Le monde extérieur continue pendant ce temps d’assister avec un certain étonnement à la concurrence persistante que se livrent deux formules appartenant au même groupe sur le sol belge. « Le groupe Ahold Delhaize exploite des enseignes locales différentes sur chaque marché. En Belgique, Delhaize est sans conteste la marque leader. Nous disposons d’une grande autonomie et des moyens de déployer notre stratégie locale », souligne Xavier Piesvaux, qui affirme entretenir une bonne collaboration avec Wouter Kolk. « Ce grand professionnel a déjà un sacré palmarès et est pour moi une précieuse source de soutien et d’inspiration. Il a aussi le plus grand respect pour Delhaize. Et croyez-moi, nos collègues sont parfois jaloux de nos succès, à commencer par les Légumes magiques... » La concurrence entre Delhaize et Albert Heijn sur le marché intérieur ne pose donc pas de problème ? « Chaque enseigne mène sa propre stratégie. Le cas échéant, nous mettons des collaborations sur pied avec Albert Heijn Nederland, comme cela a récemment été plusieurs fois le cas dans le domaine des achats et des marques de distributeurs. Ce partenariat va d’ailleurs dans les deux sens : les magasins néerlandais intègrent de leur côté des produits belges à leur assortiment. »

 

Aller plus vite

Quel est le rôle dévolu aux fabricants de marques dans la nouvelle stratégie de Delhaize ? « Nous avons proposé à une soixantaine de ‘selected suppliers’ d’approfondir notre relation et de collaborer plus étroitement autour des produits et des concepts. Nous les avons conviés à des ateliers afin de discuter du magasin de demain et l’expérience s’est avérée particulièrement intéressante ! Les premiers résultats seront visibles dès le quatrième trimestre dans le supermarché de nouvelle génération à Nivelles. »
 

Il n’empêche que les fournisseurs se plaignent à l’occasion de la lenteur des processus de décision chez Delhaize. Xavier Piesvaux utilisera d’ailleurs à maintes reprises le terme ‘accélérer’ durant notre entretien.
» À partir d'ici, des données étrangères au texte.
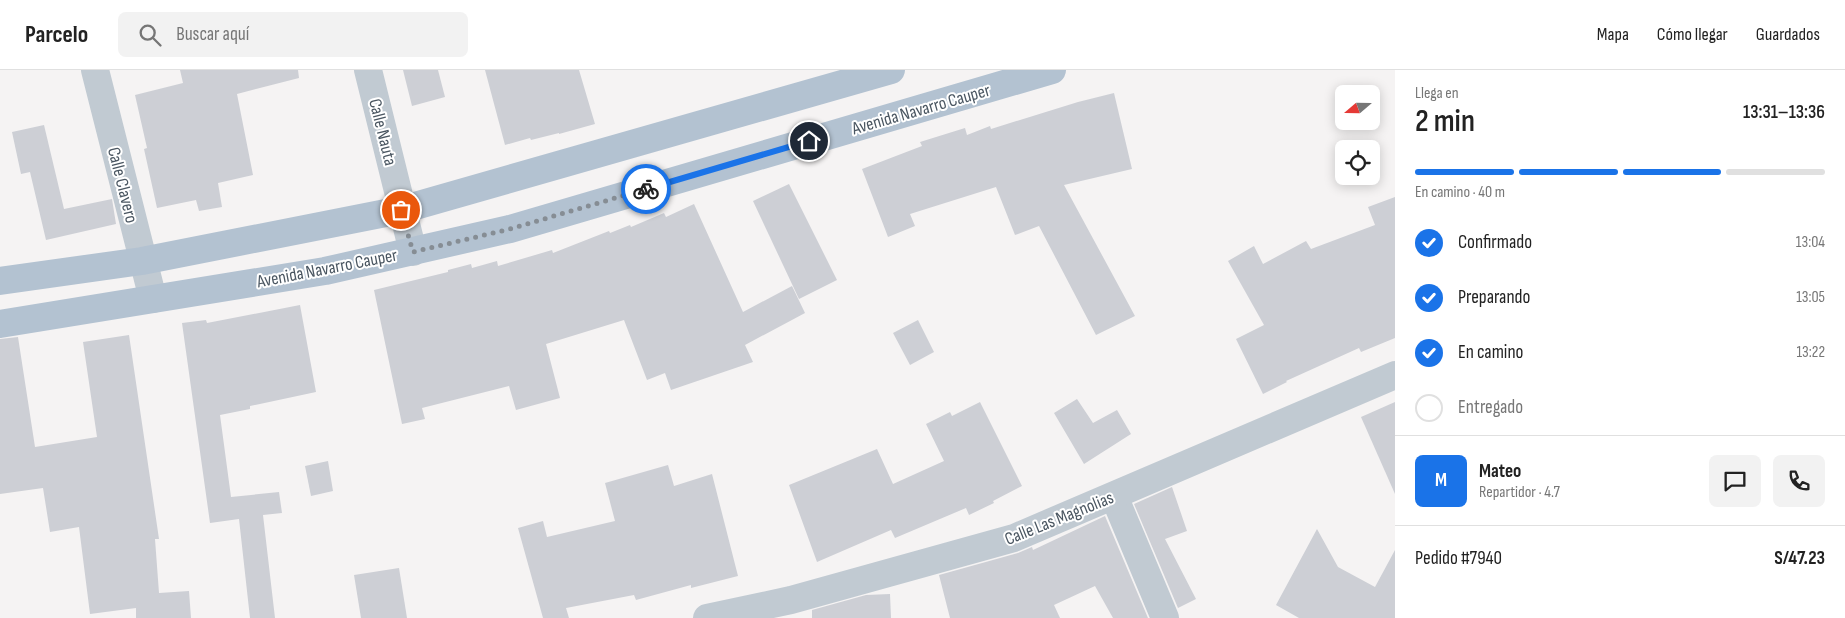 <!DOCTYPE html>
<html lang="es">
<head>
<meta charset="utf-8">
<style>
  :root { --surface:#fff; --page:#f2f2f2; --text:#222; --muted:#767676; --line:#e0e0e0; --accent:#1a73e8 }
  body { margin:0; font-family:"Sofia Sans Condensed",sans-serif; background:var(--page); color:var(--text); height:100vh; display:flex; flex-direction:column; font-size:19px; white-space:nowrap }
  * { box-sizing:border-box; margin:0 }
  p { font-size:16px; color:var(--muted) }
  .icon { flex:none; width:28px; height:28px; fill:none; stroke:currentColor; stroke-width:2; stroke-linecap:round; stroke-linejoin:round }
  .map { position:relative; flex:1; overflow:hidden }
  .details { display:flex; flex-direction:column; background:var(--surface); width:450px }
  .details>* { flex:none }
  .needle { width:32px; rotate:250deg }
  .fabs { position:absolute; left:1335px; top:15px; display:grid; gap:10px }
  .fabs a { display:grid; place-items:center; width:45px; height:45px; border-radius:8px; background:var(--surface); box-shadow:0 2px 12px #0003; font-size:25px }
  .pin { position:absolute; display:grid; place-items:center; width:42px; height:42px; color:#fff; margin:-21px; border:2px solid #fff; border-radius:50%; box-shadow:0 1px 5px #0007 }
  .courier { position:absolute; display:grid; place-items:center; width:50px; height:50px; margin:-25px; border:4px solid #1a73e8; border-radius:50%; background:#fff; color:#222; box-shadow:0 1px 6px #0007 }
  .summary em { font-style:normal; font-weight:600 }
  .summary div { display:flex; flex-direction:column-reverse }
  .summary { display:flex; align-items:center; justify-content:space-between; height:85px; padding:0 20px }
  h1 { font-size:32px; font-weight:600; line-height:38px }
  .bar { display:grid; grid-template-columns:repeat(4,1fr); gap:8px 5px; align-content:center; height:60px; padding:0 20px }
  .bar i { height:6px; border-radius:4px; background:var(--line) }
  .bar .selected { background:var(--accent) }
  .bar p { grid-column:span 4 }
  .line { display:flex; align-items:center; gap:12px; padding:0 20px; border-top:1px solid var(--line) }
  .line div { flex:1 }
  .round { display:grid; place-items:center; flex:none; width:52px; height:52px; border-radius:8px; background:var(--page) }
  ol { padding:0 20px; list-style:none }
  li { display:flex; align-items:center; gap:15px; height:55px }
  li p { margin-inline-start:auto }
  li .icon { padding:5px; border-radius:50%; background:var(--accent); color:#fff; stroke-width:4 }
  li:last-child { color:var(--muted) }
  li i { width:28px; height:28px; border:2px solid var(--line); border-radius:50% }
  header { display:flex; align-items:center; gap:30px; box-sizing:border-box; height:70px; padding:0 25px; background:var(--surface); border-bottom:1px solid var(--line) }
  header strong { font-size:24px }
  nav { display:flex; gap:28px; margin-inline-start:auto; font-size:18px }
  .search { width:350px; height:45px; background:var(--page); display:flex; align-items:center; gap:12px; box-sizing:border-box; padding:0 18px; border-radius:8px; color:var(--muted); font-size:19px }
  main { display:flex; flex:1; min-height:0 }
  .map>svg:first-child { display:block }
  .building { fill:#cdcfd5 }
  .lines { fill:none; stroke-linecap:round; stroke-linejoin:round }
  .minor { stroke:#c1cad2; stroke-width:28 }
  .major { stroke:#b3c2d1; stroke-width:28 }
  .done { stroke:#868d94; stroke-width:5; stroke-dasharray:0 9 }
  .route { stroke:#1a73e8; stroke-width:6 }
  .labels { text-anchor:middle; stroke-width:4; stroke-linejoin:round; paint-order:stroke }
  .street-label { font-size:18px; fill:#4a5661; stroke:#fff }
</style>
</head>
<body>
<header>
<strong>Parcelo</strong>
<div class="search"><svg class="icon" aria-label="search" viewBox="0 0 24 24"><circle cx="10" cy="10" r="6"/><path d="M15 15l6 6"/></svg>Buscar aquí</div>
<nav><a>Mapa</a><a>Cómo llegar</a><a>Guardados</a></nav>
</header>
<main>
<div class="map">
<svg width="1395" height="548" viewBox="0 0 1395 548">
  <rect width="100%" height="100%" fill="#f5f3f3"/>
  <g class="building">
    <path d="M180 0H298L299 8 237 24 253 105 218 113 222 137 199 141 196 130 157 138 144 79 147 78 135 25 183 13Z"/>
    <path d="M403 0H438L445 27 412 36Z"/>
    <path d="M485 0H579L595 54 559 64V63L531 70 530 68 505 75Z"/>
    <path d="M1114 23 1132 99 1064 115 1135 246 1096 265 1039 156 1015 165 996 117 910 144 915 156 888 167 862 99 922 76 920 72 965 58 967 65 990 56 991 59 1078 32Z"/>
    <path d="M44 55 64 139 112 129 116 154 46 170 30 102 21 104 12 62Z"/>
    <path d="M789 114 837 210 799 229 753 131Z"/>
    <path d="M1395 127V268L1361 282 1359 278 1286 311 1287 312 1263 324 1236 269 1264 255 1228 191 1254 176 1263 194 1306 171 1311 179 1375 155 1368 137Z"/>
    <path d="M694 134 743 242 792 216 805 243 745 275 753 292 671 320 665 303 647 310 624 250 546 274 560 328 516 340 509 316 422 338 425 349 402 354 374 220 448 202V200L471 194 472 198 497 191 498 196 552 180 553 183 609 161 610 163 630 155 631 157 664 143 666 147Z"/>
    <path d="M300 235 316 322 250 336V339L220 345 231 427 279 422 282 443 263 445 275 548H250L239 449 210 453 182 253 206 250 207 253Z"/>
    <path d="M918 250 934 282 910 295 893 263Z"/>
    <path d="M129 265 159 469H155L159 523 189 521 191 548H136V538L90 544 79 457 50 462 43 418 0 424V269L18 267 35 377 97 367 83 272Z"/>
    <path d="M1077 329 1093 353 1117 340 1131 364 1084 394 1054 343Z"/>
    <path d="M980 332 1022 416 993 431 994 433 969 445 966 438 895 468 891 460 817 492 789 415 877 379 893 414 944 391 926 354 950 342 952 346Z"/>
    <path d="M1395 332V424L1361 347Z"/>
    <path d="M328 391 333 421 311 426 305 396Z"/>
    <path d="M668 395 674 416 712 404 738 506 691 518V515L636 530 634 525 566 538 569 548H543L518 458 543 451 547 467 615 451 605 413Z"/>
    <path d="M1172 417 1187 461 1165 469 1196 529 1178 538 1134 434Z"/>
    <path d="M1105 446 1148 548H1113L1095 516 1054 535 1060 548H950L939 505 1018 483 1032 477 1033 480Z"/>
    <path d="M1317 459 1338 497 1375 517 1395 480V548H1299L1276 535Z"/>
    <path d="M399 498 407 548H361L354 505Z"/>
    <path d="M890 524 891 548H812V540L866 525Z"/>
  </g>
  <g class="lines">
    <g class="minor">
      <path d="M95 0 153 229"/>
      <path d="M368 0 413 182"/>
      <path d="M1114 426 1165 548"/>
      <path d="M707 548 791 530 1014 468 1395 305"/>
    </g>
    <g class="major">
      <path d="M0 211 142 191 401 140 891 0"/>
      <path d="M0 254 325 201 510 159 1052 0"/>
    </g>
  </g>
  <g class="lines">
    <path class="done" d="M401 140 413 182 510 159 646 119"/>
    <path class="route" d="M646 119 809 71"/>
  </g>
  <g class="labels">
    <g class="street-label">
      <text transform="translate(921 39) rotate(-16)" y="6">Avenida Navarro Cauper</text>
      <text transform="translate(383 62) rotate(76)" y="6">Calle Nauta</text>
      <text transform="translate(123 115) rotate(76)" y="6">Calle Clavero</text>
      <text transform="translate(327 198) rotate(-11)" y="6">Avenida Navarro Cauper</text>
      <text transform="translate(1059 448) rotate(-22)" y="6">Calle Las Magnolias</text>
    </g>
  </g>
</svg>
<div class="fabs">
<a><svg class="needle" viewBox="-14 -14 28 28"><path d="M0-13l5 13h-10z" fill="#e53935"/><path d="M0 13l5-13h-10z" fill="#767676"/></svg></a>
<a><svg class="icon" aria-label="locate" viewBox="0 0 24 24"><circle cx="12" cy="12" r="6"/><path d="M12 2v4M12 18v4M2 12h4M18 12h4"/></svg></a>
</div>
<div class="pin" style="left:401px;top:140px;background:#ea580c"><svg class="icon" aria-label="bag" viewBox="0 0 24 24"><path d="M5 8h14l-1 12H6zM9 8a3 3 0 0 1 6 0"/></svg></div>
<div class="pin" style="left:809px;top:71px;background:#1f2937"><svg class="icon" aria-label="home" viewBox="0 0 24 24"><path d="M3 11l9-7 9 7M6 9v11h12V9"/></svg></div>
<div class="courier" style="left:646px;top:119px"><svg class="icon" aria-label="bike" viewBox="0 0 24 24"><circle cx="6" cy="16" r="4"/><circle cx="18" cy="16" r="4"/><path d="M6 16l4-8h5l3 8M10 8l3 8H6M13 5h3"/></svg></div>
</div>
<section class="details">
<div class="summary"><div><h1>2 min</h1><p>Llega en</p></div><em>13:31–13:36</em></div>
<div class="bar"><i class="selected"></i><i class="selected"></i><i class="selected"></i><i></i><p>En camino · 40 m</p></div>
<ol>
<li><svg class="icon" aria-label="check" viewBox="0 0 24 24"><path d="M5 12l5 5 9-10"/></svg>Confirmado<p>13:04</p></li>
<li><svg class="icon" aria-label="check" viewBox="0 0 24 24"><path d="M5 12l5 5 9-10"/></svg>Preparando<p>13:05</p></li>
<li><svg class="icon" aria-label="check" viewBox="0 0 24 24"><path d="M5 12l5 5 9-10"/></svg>En camino<p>13:22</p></li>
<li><i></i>Entregado</li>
</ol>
<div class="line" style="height:90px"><b class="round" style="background:var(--accent);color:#fff">M</b><div><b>Mateo</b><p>Repartidor · 4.7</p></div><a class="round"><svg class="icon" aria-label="chat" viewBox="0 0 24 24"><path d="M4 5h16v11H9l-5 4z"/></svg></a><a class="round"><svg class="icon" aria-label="phone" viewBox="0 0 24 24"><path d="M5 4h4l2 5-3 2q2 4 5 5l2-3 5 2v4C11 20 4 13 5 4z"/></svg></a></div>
<div class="line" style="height:65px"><div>Pedido #7940</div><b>S/47.23</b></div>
</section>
</main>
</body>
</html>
Il faut aller beaucoup plus vite, le CEO en est tout à fait conscient. Il ira même jusqu’à dire : « S’il y a un point à améliorer chez Delhaize, c’est bien celui-là. Dans un monde en pleine transformation numérique, nous devons absolument renforcer notre agilité et notre esprit de décision. Ce sera ma mission première. Nous pouvons compter sur l’implication d’excellents collaborateurs motivés. Ma tâche consistera à veiller à ce qu’ils puissent mieux s’organiser en vue d’accélérer nos processus de décision. Avec près de trente ans d’expérience dans le retail à mon actif, je pense savoir comment y arriver. »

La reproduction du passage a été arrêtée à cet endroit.